◆ Material for this exercise:
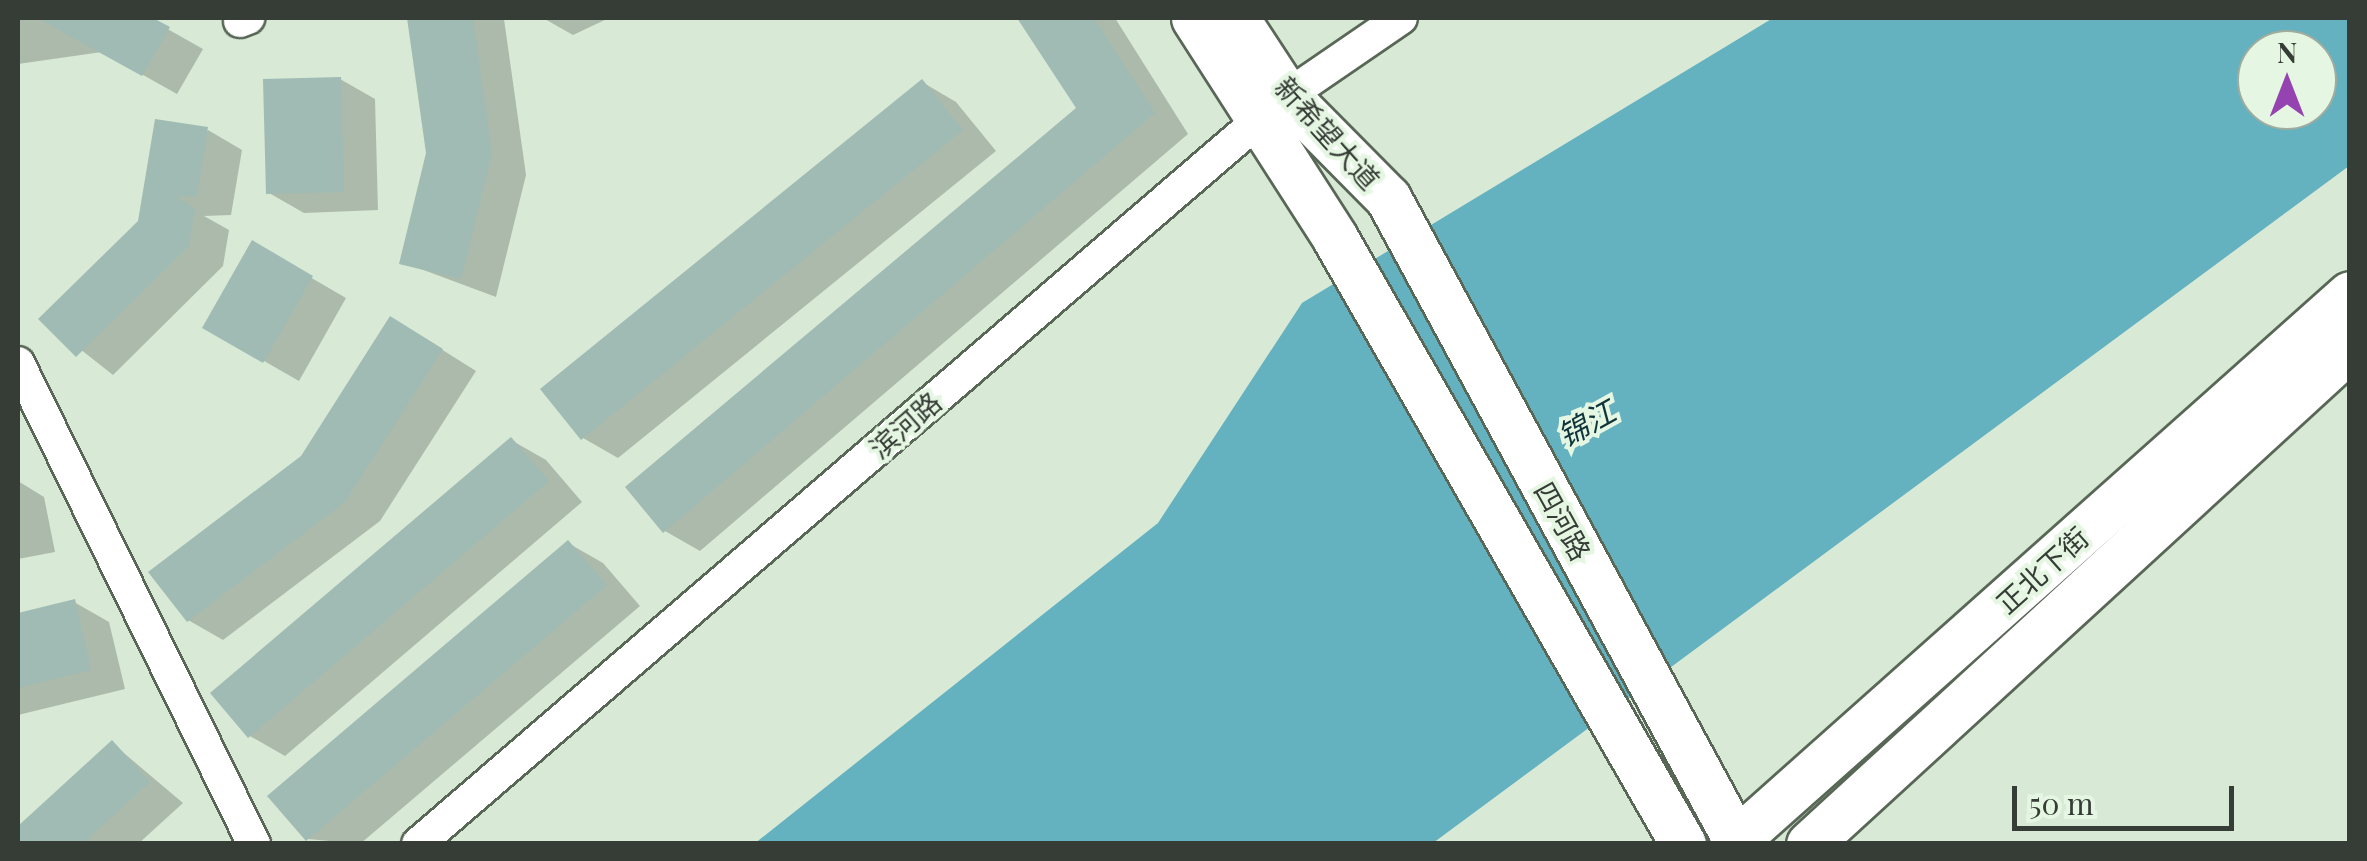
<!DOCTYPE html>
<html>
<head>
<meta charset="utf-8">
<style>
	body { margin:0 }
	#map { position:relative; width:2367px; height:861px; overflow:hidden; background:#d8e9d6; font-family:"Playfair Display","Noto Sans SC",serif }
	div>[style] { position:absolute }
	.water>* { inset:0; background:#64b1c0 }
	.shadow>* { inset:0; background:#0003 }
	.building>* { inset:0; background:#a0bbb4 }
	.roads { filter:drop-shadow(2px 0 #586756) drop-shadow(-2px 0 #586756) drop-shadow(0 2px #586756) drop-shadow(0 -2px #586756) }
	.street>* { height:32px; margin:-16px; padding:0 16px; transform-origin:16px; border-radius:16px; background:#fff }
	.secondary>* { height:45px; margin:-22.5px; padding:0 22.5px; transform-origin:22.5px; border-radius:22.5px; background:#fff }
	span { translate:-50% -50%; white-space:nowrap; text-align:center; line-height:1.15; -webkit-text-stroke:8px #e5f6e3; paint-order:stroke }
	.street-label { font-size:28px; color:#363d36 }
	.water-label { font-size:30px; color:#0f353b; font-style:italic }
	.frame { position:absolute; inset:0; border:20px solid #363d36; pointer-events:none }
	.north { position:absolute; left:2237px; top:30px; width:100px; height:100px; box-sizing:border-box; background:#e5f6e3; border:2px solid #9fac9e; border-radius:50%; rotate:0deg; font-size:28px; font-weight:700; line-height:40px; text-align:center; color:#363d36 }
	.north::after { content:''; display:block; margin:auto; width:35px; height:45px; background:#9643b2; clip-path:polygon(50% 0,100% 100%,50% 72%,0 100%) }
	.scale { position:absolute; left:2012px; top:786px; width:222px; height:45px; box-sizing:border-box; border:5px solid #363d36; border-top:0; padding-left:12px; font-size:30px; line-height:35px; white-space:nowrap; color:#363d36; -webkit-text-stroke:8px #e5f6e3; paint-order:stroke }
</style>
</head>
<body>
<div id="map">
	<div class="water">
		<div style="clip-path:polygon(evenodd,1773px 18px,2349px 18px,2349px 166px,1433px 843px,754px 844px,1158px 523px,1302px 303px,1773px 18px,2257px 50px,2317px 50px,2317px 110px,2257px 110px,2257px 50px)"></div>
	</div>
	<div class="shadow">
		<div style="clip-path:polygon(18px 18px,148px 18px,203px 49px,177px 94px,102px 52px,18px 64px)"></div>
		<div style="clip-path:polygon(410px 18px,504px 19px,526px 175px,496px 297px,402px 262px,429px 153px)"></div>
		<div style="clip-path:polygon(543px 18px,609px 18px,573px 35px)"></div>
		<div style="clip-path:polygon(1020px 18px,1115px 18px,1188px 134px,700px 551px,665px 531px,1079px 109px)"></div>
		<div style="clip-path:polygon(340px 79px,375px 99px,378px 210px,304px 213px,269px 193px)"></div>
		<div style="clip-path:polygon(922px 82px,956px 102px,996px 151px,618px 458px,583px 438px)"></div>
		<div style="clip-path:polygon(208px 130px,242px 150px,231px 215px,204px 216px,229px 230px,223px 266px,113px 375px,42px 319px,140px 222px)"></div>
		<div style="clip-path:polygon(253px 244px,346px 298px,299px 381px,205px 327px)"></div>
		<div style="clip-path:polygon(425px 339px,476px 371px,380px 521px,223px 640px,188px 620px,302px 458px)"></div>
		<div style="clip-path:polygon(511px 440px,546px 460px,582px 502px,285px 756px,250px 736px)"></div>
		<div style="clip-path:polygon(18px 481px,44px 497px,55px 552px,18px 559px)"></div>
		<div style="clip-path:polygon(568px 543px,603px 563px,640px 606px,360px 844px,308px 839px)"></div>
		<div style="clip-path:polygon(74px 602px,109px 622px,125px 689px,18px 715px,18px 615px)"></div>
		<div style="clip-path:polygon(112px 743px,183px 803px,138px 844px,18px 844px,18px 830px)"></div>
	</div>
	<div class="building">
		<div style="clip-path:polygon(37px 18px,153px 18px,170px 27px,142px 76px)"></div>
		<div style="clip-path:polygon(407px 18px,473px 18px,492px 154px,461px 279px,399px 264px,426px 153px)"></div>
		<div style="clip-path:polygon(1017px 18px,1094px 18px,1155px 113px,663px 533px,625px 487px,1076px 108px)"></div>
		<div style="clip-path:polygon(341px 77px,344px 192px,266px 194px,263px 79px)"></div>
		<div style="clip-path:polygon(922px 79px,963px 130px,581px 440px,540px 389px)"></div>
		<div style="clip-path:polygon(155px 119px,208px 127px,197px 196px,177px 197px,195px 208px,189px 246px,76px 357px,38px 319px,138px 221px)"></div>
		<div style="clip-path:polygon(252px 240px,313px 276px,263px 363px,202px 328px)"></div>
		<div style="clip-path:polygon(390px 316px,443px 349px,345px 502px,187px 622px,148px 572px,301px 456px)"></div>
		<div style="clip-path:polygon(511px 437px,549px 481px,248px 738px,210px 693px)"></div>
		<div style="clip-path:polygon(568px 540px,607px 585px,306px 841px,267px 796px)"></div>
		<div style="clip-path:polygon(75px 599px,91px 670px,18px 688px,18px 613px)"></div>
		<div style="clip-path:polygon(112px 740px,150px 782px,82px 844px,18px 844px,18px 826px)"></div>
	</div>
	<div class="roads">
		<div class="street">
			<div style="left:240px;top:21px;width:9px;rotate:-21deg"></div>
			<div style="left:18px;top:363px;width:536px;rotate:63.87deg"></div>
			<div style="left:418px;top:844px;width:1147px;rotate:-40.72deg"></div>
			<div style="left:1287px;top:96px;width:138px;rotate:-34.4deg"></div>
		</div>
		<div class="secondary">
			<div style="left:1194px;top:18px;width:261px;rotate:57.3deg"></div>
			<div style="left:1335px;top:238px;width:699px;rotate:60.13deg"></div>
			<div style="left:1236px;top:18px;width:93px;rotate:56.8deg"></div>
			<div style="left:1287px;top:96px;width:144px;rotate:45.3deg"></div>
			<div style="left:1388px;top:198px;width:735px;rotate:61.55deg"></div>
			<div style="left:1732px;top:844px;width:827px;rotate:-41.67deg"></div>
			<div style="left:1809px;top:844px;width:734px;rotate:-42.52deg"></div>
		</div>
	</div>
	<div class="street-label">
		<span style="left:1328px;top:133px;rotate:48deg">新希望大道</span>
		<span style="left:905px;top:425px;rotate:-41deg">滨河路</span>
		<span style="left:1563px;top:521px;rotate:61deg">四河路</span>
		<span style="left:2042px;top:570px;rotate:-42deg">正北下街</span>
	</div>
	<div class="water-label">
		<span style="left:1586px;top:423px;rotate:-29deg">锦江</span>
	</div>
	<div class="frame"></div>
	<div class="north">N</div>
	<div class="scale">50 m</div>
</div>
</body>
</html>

◆ Work order: Restate word for word the entries above from the line with "18px,473px 18px,492px 154px,461px" through the line with "119px,208px 127px,197px 196px,177px", inclusive, leaving out everything else.

◆ Exercise result:
		<div style="clip-path:polygon(407px 18px,473px 18px,492px 154px,461px 279px,399px 264px,426px 153px)"></div>
		<div style="clip-path:polygon(1017px 18px,1094px 18px,1155px 113px,663px 533px,625px 487px,1076px 108px)"></div>
		<div style="clip-path:polygon(341px 77px,344px 192px,266px 194px,263px 79px)"></div>
		<div style="clip-path:polygon(922px 79px,963px 130px,581px 440px,540px 389px)"></div>
		<div style="clip-path:polygon(155px 119px,208px 127px,197px 196px,177px 197px,195px 208px,189px 246px,76px 357px,38px 319px,138px 221px)"></div>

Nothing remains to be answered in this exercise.